• **EXERCISE OBJECTIVE**
Among the entries below, take the line with "height:6px; border-radius:4px; background:var(--line)" and the line with "<strong>Zuppa</strong>", and output them and every line between them exactly, with nothing else.

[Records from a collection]
>>>>>
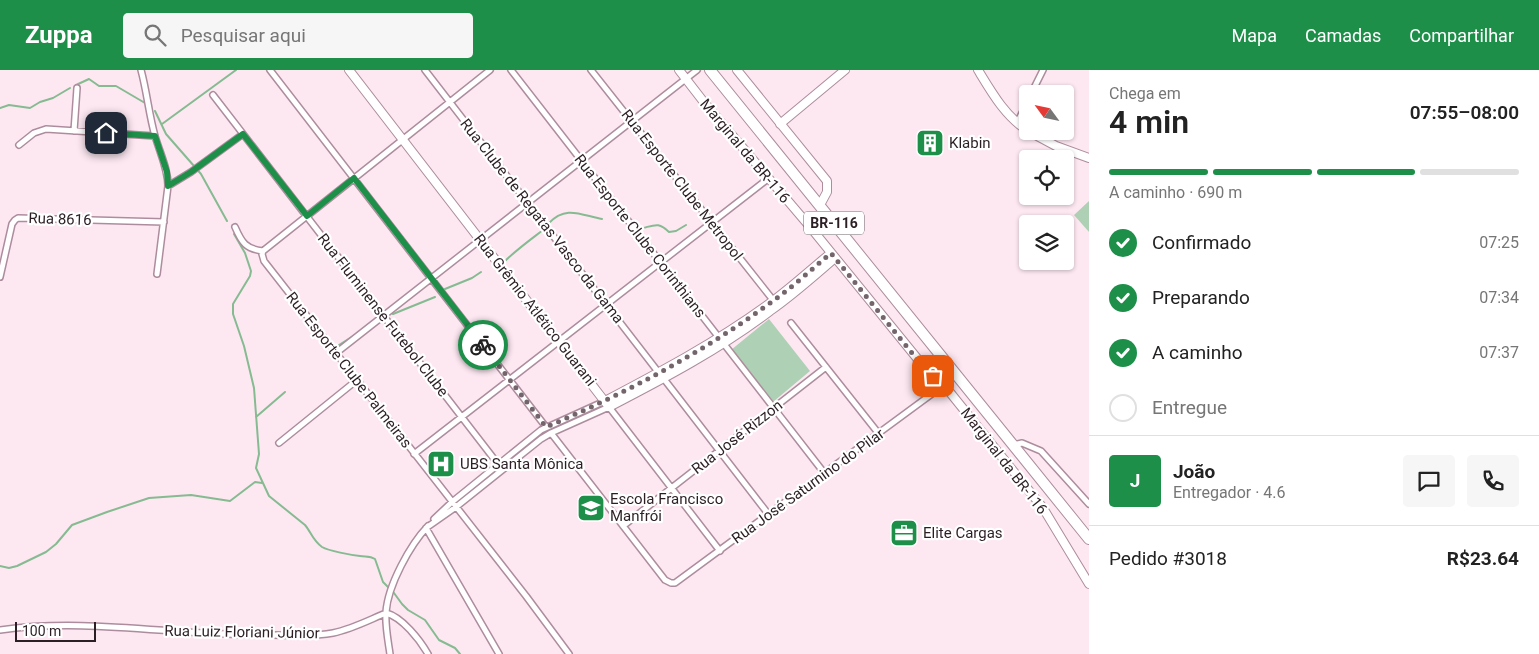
<!DOCTYPE html>
<html lang="pt">
<head>
<meta charset="utf-8">
<style>
  :root { --surface:#fff; --page:#f6f6f6; --text:#222; --muted:#767676; --line:#e0e0e0; --accent:#1d8f49 }
  body { margin:0; font-family:Roboto,sans-serif; background:var(--page); color:var(--text); height:100vh; display:flex; flex-direction:column; font-size:19px; white-space:nowrap }
  * { box-sizing:border-box; margin:0 }
  p { font-size:16px; color:var(--muted) }
  .icon { flex:none; width:28px; height:28px; fill:none; stroke:currentColor; stroke-width:2; stroke-linecap:round; stroke-linejoin:round }
  .map { position:relative; flex:1; overflow:hidden }
  .panel { display:flex; flex-direction:column; background:var(--surface); width:450px }
  .panel>* { flex:none }
  .needle { width:32px; rotate:303deg }
  .controls { position:absolute; left:1019px; top:15px; display:grid; gap:10px }
  .controls a { display:grid; place-items:center; width:55px; height:55px; border-radius:5px; background:var(--surface); box-shadow:0 1px 4px #0004; font-size:25px }
  .scale { position:absolute; left:15px; bottom:12px; width:81px; box-sizing:border-box; padding-left:5px; border:2px solid #2b1f25; border-top:0; font-size:14px; line-height:18px; white-space:nowrap; color:#2b1f25; -webkit-text-stroke:4px #fff; paint-order:stroke }
  .pin { position:absolute; display:grid; place-items:center; width:42px; height:42px; color:#fff; margin:-21px; border-radius:10px; box-shadow:0 2px 8px #0006 }
  .courier { position:absolute; display:grid; place-items:center; width:50px; height:50px; margin:-25px; border:4px solid #1d8f49; border-radius:50%; background:#fff; color:#222; box-shadow:0 1px 6px #0007 }
  .head em { font-style:normal; font-weight:600 }
  .head div { display:flex; flex-direction:column-reverse }
  .head { display:flex; align-items:center; justify-content:space-between; height:85px; padding:0 20px }
  h1 { font-size:32px; font-weight:600; line-height:38px }
  .bar { display:grid; grid-template-columns:repeat(4,1fr); gap:8px 5px; align-content:center; height:60px; padding:0 20px }
  .bar i { height:6px; border-radius:4px; background:var(--line) }
  .bar .selected { background:var(--accent) }
  .bar p { grid-column:span 4 }
  .line { display:flex; align-items:center; gap:12px; padding:0 20px; border-top:1px solid var(--line) }
  .line div { flex:1 }
  .round { display:grid; place-items:center; flex:none; width:52px; height:52px; border-radius:5px; background:var(--page) }
  ol { padding:0 20px; list-style:none }
  li { display:flex; align-items:center; gap:15px; height:55px }
  li p { margin-inline-start:auto }
  li .icon { padding:5px; border-radius:50%; background:var(--accent); color:#fff; stroke-width:4 }
  li:last-child { color:var(--muted) }
  li i { width:28px; height:28px; border:2px solid var(--line); border-radius:50% }
  header { display:flex; align-items:center; gap:30px; box-sizing:border-box; height:70px; padding:0 25px; background:var(--accent); color:#fff }
  header strong { font-size:24px }
  nav { display:flex; gap:28px; margin-inline-start:auto; font-size:18px }
  .search { width:350px; height:45px; background:var(--page); display:flex; align-items:center; gap:12px; box-sizing:border-box; padding:0 18px; border-radius:5px; color:var(--muted); font-size:19px }
  main { display:flex; flex:1; min-height:0 }
  .map>svg:first-child { display:block }
  .green { fill:#aed1b5 }
  .lines { fill:none; stroke-linecap:round; stroke-linejoin:round }
  .stream { stroke:#86bb92; stroke-width:2 }
  .street-casing { stroke:#ad8d9d; stroke-width:8 }
  .secondary-casing { stroke:#ad8d9d; stroke-width:10 }
  .highway-casing { stroke:#ad8d9d; stroke-width:12 }
  .street { stroke:#fff; stroke-width:5 }
  .secondary { stroke:#fff; stroke-width:8 }
  .highway { stroke:#fff; stroke-width:10 }
  .done { stroke:#74656d; stroke-width:5; stroke-dasharray:0 9 }
  .route { stroke:#1d8f49; stroke-width:6 }
  .labels { text-anchor:middle; stroke-width:4.5; stroke-linejoin:round; paint-order:stroke }
  .shield { fill:#fff; stroke:#6b6266; stroke-width:1 }
  .shield-label { font-size:14px; font-weight:bold; fill:#2b1f25 }
  .poi-label { font-size:15px; fill:#2b1f25; stroke:#fff; text-anchor:start }
  .street-label { font-size:15px; fill:#2b1f25; stroke:#fff }
</style>
</head>
<body>
<header>
<strong>Zuppa</strong>
<div class="search"><svg class="icon" aria-label="search" viewBox="0 0 24 24"><circle cx="10" cy="10" r="6"/><path d="M15 15l6 6"/></svg>Pesquisar aqui</div>
<nav><a>Mapa</a><a>Camadas</a><a>Compartilhar</a></nav>
</header>
<main>
<div class="map">
<svg width="1089" height="584" viewBox="0 0 1089 584">
  <rect width="100%" height="100%" fill="#fde8f2"/>
  <!-- green -->
  <path class="green" d="M1089 131V162L1074 145Z
    M769 249 810 301 773 332 731 280Z"/>
  <g class="lines">
    <!-- stream -->
    <path class="stream" d="M76 15 89 9 99 16H116L145 33
      M0 38 9 35 30 38 40 32 53 28 70 18
      M155 41 166 64 201 104 227 151
      M162 54 236 0
      M549 153C566 135 581 145 602 149
      M643 158C655 155 659 152 669 162L676 161 686 155
      M234 164 245 183 251 201 250 206 233 234V244L244 276 254 318 259 384 256 398 269 426 305 455C311 462 313 471 322 477 329 481 351 485 360 486 366 487 370 486 375 489L383 512 394 523 402 534 408 540 425 550 439 570 455 578 460 584
      M504 192C516 180 530 170 543 160
      M445 219 472 208 481 202
      M393 244 435 227
      M339 275 358 263
      M256 347 285 322
      M0 496 9 498 17 496 46 482 56 474 72 455 107 442 149 428 191 425 230 431 255 412 262 413"/>
    <defs>
      <path id="street" d="M141 0C147 22 149 45 155 66 160 83 168 99 168 116L157 204
        M270 0 546 357
        M425 0 659 303
        M511 0 825 404
        M591 0 773 230
        M1031 24 1043 0
        M213 25 498 394
        M1017 53 1028 31
        M74 61 77 18
        M19 75 34 63 46 59 155 66
        M168 116 191 102 243 64
        M235 157C242 173 246 179 263 181
        M263 181 262 184 264 191 526 526 569 584
        M263 181 490 0
        M0 207 12 154 15 150 18 148 164 152
        M791 253 879 364
        M336 283 697 0
        M664 309 769 445
        M551 363 665 510 671 513H675L944 315
        M279 373 357 310
        M1013 375 1022 373 1041 381 1089 434
        M414 384 769 108
        M434 449 452 432 541 360 605 331
        M623 456 826 297
        M426 458 456 437 541 369 551 363 609 337 720 481
        M426 458 499 584
        M386 543C402 547 420 570 428 584
        M0 560C90 547 182 567 273 565 292 565 314 567 333 563 352 559 369 550 386 543
        M390 584C388 570 385 556 386 542 388 515 410 475 428 456"/>
      <path id="secondary" d="M349 0 609 337C665 308 720 279 770 241 793 225 814 206 835 188
        M679 0 703 31 811 158 925 298 944 315 1043 438 1089 514
        M737 0 827 111V122L820 135
        M978 0C992 23 1005 46 1028 61
        M780 54 845 0
        M1028 61 1056 76 1089 88
        M605 331C660 302 715 273 766 236 789 220 809 201 831 183"/>
      <path id="highway" d="M710 0 1089 469"/>
    </defs>
    <!-- street casing -->
    <use href="#street" class="street-casing"/>
    <!-- secondary casing -->
    <use href="#secondary" class="secondary-casing"/>
    <!-- highway casing -->
    <use href="#highway" class="highway-casing"/>
    <!-- street -->
    <use href="#street" class="street"/>
    <!-- secondary -->
    <use href="#secondary" class="secondary"/>
    <!-- highway -->
    <use href="#highway" class="highway"/>
  </g>
  <g class="lines">
    <!-- done -->
    <path class="done" d="M483 275 546 357C624 324 698 285 766 236 789 220 810 201 831 183L924 298 933 306"/>
    <!-- route -->
    <path class="route" d="M106 63 155 66 167 102 168 116 191 102 243 64 307 146 354 108 483 275"/>
  </g>
  <!-- icons -->
  <defs>
    <symbol id="building-square" viewBox="-11 -11 22 22"><rect x="-9" y="-9" width="18" height="18" rx="4" fill="#1d8f49" stroke="#fff"/><path d="M-4-6H4V6H1V3H-1V6H-4ZM-2.5-4.3h1.7v1.8h-1.7ZM.8-4.3h1.7v1.8H.8ZM-2.5-1h1.7V.8h-1.7ZM.8-1h1.7V.8H.8Z" fill="#fff"/></symbol>
    <symbol id="hospital-square" viewBox="-11 -11 22 22"><rect x="-9" y="-9" width="18" height="18" rx="4" fill="#1d8f49" stroke="#fff"/><path d="M-5-5h3v3.5h4V-5h3V5h-3V1.5h-4V5h-3Z" fill="#fff"/></symbol>
    <symbol id="school-square" viewBox="-11 -11 22 22"><rect x="-9" y="-9" width="18" height="18" rx="4" fill="#1d8f49" stroke="#fff"/><path d="M0-5L7-2L0 1L-7-2ZM-4 1L0 2.5L4 1V4Q0 6-4 4Z" fill="#fff"/></symbol>
    <symbol id="office-square" viewBox="-11 -11 22 22"><rect x="-9" y="-9" width="18" height="18" rx="4" fill="#1d8f49" stroke="#fff"/><path d="M-6-3h4V-5.5h4V-3h4V5H-6ZM-1-4.5V-3h2v-1.5ZM-6 0V1H6V0Z" fill="#fff"/></symbol>
  </defs>
  <g fill-rule="evenodd">
    <use href="#building-square" x="914" y="57" width="32" height="32"/>
    <use href="#hospital-square" x="425" y="378" width="32" height="32"/>
    <use href="#school-square" x="575" y="422" width="32" height="32"/>
    <use href="#office-square" x="888" y="447" width="32" height="32"/>
  </g>
  <g class="labels">
    <!-- shield labels -->
    <rect class="shield" x="804" y="141.5" width="60" height="23" rx="4"/>
    <g class="shield-label">
      <text x="834" y="158">BR-116</text>
    </g>
    <!-- poi labels -->
    <g class="poi-label">
      <text x="949" y="78">Klabin</text>
      <text x="460" y="399">UBS Santa Mônica</text>
      <text x="610" y="434">Escola Francisco<tspan x="610" dy="17">Manfrói</tspan></text>
      <text x="923" y="468">Elite Cargas</text>
    </g>
    <!-- street labels -->
    <g class="street-label">
      <text transform="translate(745 81) rotate(50)" y="5">Marginal da BR-116</text>
      <text transform="translate(682 115) rotate(52)" y="5">Rua Esporte Clube Metropol</text>
      <text transform="translate(60 149) rotate(2)" y="5">Rua 8616</text>
      <text transform="translate(542 151) rotate(52)" y="5">Rua Clube de Regatas Vasco da Gama</text>
      <text transform="translate(640 166) rotate(52)" y="5">Rua Esporte Clube Corinthians</text>
      <text transform="translate(535 240) rotate(52)" y="5">Rua Grêmio Atlético Guarani</text>
      <text transform="translate(383 245) rotate(52)" y="5">Rua Fluminense Futebol Clube</text>
      <text transform="translate(349 300) rotate(52)" y="5">Rua Esporte Clube Palmeiras</text>
      <text transform="translate(737 367) rotate(-38)" y="5">Rua José Rizzon</text>
      <text transform="translate(1004 391) rotate(52)" y="5">Marginal da BR-116</text>
      <text transform="translate(808 416) rotate(-36)" y="5">Rua José Saturnino do Pilar</text>
      <text transform="translate(242 562) rotate(1)" y="5">Rua Luiz Floriani Júnior</text>
    </g>
  </g>
</svg>
<div class="controls">
<a><svg class="needle" viewBox="-14 -14 28 28"><path d="M0-13l5 13h-10z" fill="#e53935"/><path d="M0 13l5-13h-10z" fill="#767676"/></svg></a>
<a><svg class="icon" aria-label="locate" viewBox="0 0 24 24"><circle cx="12" cy="12" r="6"/><path d="M12 2v4M12 18v4M2 12h4M18 12h4"/></svg></a>
<a><svg class="icon" aria-label="layers" viewBox="0 0 24 24"><path d="M12 4l9 5-9 5-9-5zM3 14l9 5 9-5"/></svg></a>
</div>
<div class="scale">100 m</div>
<div class="pin" style="left:933px;top:306px;background:#ea580c"><svg class="icon" aria-label="bag" viewBox="0 0 24 24"><path d="M5 8h14l-1 12H6zM9 8a3 3 0 0 1 6 0"/></svg></div>
<div class="pin" style="left:106px;top:63px;background:#1f2937"><svg class="icon" aria-label="home" viewBox="0 0 24 24"><path d="M3 11l9-7 9 7M6 9v11h12V9"/></svg></div>
<div class="courier" style="left:483px;top:275px"><svg class="icon" aria-label="bike" viewBox="0 0 24 24"><circle cx="6" cy="16" r="4"/><circle cx="18" cy="16" r="4"/><path d="M6 16l4-8h5l3 8M10 8l3 8H6M13 5h3"/></svg></div>
</div>
<section class="panel">
<div class="head"><div><h1>4 min</h1><p>Chega em</p></div><em>07:55–08:00</em></div>
<div class="bar"><i class="selected"></i><i class="selected"></i><i class="selected"></i><i></i><p>A caminho · 690 m</p></div>
<ol>
<li><svg class="icon" aria-label="check" viewBox="0 0 24 24"><path d="M5 12l5 5 9-10"/></svg>Confirmado<p>07:25</p></li>
<li><svg class="icon" aria-label="check" viewBox="0 0 24 24"><path d="M5 12l5 5 9-10"/></svg>Preparando<p>07:34</p></li>
<li><svg class="icon" aria-label="check" viewBox="0 0 24 24"><path d="M5 12l5 5 9-10"/></svg>A caminho<p>07:37</p></li>
<li><i></i>Entregue</li>
</ol>
<div class="line" style="height:90px"><b class="round" style="background:var(--accent);color:#fff">J</b><div><b>João</b><p>Entregador · 4.6</p></div><a class="round"><svg class="icon" aria-label="chat" viewBox="0 0 24 24"><path d="M4 5h16v11H9l-5 4z"/></svg></a><a class="round"><svg class="icon" aria-label="phone" viewBox="0 0 24 24"><path d="M5 4h4l2 5-3 2q2 4 5 5l2-3 5 2v4C11 20 4 13 5 4z"/></svg></a></div>
<div class="line" style="height:65px"><div>Pedido #3018</div><b>R$23.64</b></div>
</section>
</main>
</body>
</html>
<<<<<
• **EXERCISE SOLUTION**
  .bar i { height:6px; border-radius:4px; background:var(--line) }
  .bar .selected { background:var(--accent) }
  .bar p { grid-column:span 4 }
  .line { display:flex; align-items:center; gap:12px; padding:0 20px; border-top:1px solid var(--line) }
  .line div { flex:1 }
  .round { display:grid; place-items:center; flex:none; width:52px; height:52px; border-radius:5px; background:var(--page) }
  ol { padding:0 20px; list-style:none }
  li { display:flex; align-items:center; gap:15px; height:55px }
  li p { margin-inline-start:auto }
  li .icon { padding:5px; border-radius:50%; background:var(--accent); color:#fff; stroke-width:4 }
  li:last-child { color:var(--muted) }
  li i { width:28px; height:28px; border:2px solid var(--line); border-radius:50% }
  header { display:flex; align-items:center; gap:30px; box-sizing:border-box; height:70px; padding:0 25px; background:var(--accent); color:#fff }
  header strong { font-size:24px }
  nav { display:flex; gap:28px; margin-inline-start:auto; font-size:18px }
  .search { width:350px; height:45px; background:var(--page); display:flex; align-items:center; gap:12px; box-sizing:border-box; padding:0 18px; border-radius:5px; color:var(--muted); font-size:19px }
  main { display:flex; flex:1; min-height:0 }
  .map>svg:first-child { display:block }
  .green { fill:#aed1b5 }
  .lines { fill:none; stroke-linecap:round; stroke-linejoin:round }
  .stream { stroke:#86bb92; stroke-width:2 }
  .street-casing { stroke:#ad8d9d; stroke-width:8 }
  .secondary-casing { stroke:#ad8d9d; stroke-width:10 }
  .highway-casing { stroke:#ad8d9d; stroke-width:12 }
  .street { stroke:#fff; stroke-width:5 }
  .secondary { stroke:#fff; stroke-width:8 }
  .highway { stroke:#fff; stroke-width:10 }
  .done { stroke:#74656d; stroke-width:5; stroke-dasharray:0 9 }
  .route { stroke:#1d8f49; stroke-width:6 }
  .labels { text-anchor:middle; stroke-width:4.5; stroke-linejoin:round; paint-order:stroke }
  .shield { fill:#fff; stroke:#6b6266; stroke-width:1 }
  .shield-label { font-size:14px; font-weight:bold; fill:#2b1f25 }
  .poi-label { font-size:15px; fill:#2b1f25; stroke:#fff; text-anchor:start }
  .street-label { font-size:15px; fill:#2b1f25; stroke:#fff }
</style>
</head>
<body>
<header>
<strong>Zuppa</strong>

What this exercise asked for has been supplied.